SUPPLIED RECORDS below:

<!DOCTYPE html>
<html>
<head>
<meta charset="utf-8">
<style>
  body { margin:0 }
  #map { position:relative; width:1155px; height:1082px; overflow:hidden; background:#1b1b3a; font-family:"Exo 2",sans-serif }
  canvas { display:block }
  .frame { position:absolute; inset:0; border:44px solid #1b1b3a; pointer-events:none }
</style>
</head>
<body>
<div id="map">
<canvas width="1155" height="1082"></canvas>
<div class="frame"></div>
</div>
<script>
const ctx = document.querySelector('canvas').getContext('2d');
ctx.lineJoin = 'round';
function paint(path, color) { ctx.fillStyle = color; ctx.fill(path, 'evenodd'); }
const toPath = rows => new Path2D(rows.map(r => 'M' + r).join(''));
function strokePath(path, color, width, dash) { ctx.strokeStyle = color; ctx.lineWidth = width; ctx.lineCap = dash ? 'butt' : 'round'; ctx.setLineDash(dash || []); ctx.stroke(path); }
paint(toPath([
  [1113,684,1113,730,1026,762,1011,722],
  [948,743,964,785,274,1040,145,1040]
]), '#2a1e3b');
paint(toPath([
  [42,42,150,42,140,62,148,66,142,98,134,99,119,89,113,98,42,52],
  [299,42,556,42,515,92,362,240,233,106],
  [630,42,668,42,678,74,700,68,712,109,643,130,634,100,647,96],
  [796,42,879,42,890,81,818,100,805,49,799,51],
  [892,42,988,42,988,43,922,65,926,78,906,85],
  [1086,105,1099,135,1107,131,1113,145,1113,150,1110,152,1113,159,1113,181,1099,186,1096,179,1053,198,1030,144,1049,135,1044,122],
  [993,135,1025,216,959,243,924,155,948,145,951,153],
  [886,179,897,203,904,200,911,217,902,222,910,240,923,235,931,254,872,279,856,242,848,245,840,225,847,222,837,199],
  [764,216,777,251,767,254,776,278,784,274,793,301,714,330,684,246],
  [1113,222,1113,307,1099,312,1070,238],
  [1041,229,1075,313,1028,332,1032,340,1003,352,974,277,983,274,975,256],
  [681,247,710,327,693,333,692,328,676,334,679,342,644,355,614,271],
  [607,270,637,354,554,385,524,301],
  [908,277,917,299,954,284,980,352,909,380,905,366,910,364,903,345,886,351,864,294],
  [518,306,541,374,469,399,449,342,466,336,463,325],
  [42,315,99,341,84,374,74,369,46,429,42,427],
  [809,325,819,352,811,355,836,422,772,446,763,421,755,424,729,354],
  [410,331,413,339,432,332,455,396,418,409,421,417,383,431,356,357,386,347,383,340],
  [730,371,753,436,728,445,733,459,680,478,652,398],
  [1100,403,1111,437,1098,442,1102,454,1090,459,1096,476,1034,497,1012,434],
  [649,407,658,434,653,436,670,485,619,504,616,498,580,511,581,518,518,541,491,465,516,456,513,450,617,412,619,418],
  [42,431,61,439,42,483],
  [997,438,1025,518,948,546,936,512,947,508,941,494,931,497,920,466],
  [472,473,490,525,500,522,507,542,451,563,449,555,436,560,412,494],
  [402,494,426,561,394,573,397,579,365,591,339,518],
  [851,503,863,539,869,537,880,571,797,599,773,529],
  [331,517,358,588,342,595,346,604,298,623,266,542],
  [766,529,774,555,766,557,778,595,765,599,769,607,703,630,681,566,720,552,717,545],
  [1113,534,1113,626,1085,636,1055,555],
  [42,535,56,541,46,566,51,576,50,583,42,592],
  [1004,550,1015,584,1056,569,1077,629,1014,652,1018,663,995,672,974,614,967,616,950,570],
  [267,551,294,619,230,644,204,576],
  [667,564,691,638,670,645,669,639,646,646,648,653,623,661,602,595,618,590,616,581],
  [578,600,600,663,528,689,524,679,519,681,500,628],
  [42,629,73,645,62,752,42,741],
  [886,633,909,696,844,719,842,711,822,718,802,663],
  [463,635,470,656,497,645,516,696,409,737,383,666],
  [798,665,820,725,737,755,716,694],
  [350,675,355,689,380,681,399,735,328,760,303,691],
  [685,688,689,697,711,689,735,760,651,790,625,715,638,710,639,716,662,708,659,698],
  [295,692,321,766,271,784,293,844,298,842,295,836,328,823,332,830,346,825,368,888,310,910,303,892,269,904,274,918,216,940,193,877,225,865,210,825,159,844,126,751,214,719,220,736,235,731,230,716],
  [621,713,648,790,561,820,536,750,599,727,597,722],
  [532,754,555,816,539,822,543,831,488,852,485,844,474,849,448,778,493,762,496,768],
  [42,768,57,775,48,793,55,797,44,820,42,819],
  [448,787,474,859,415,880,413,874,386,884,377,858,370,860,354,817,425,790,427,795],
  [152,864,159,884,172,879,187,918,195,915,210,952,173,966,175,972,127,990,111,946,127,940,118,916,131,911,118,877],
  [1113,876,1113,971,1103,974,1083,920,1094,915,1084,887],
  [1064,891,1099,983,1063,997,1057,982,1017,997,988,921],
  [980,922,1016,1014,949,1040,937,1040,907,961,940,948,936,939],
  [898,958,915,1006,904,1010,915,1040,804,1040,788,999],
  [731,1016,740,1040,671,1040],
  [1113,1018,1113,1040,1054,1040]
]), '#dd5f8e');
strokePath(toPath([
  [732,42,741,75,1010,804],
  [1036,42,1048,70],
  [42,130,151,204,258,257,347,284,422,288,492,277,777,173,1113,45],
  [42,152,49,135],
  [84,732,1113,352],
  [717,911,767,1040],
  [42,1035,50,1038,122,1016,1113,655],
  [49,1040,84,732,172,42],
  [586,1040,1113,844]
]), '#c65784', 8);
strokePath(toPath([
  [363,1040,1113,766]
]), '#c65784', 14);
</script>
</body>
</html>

End of SUPPLIED RECORDS.

WORK ITEM ▸
For the entries above, say how many lines contain the word "canvas", giving the number alone.

EXERCISE OUTPUT ▸
3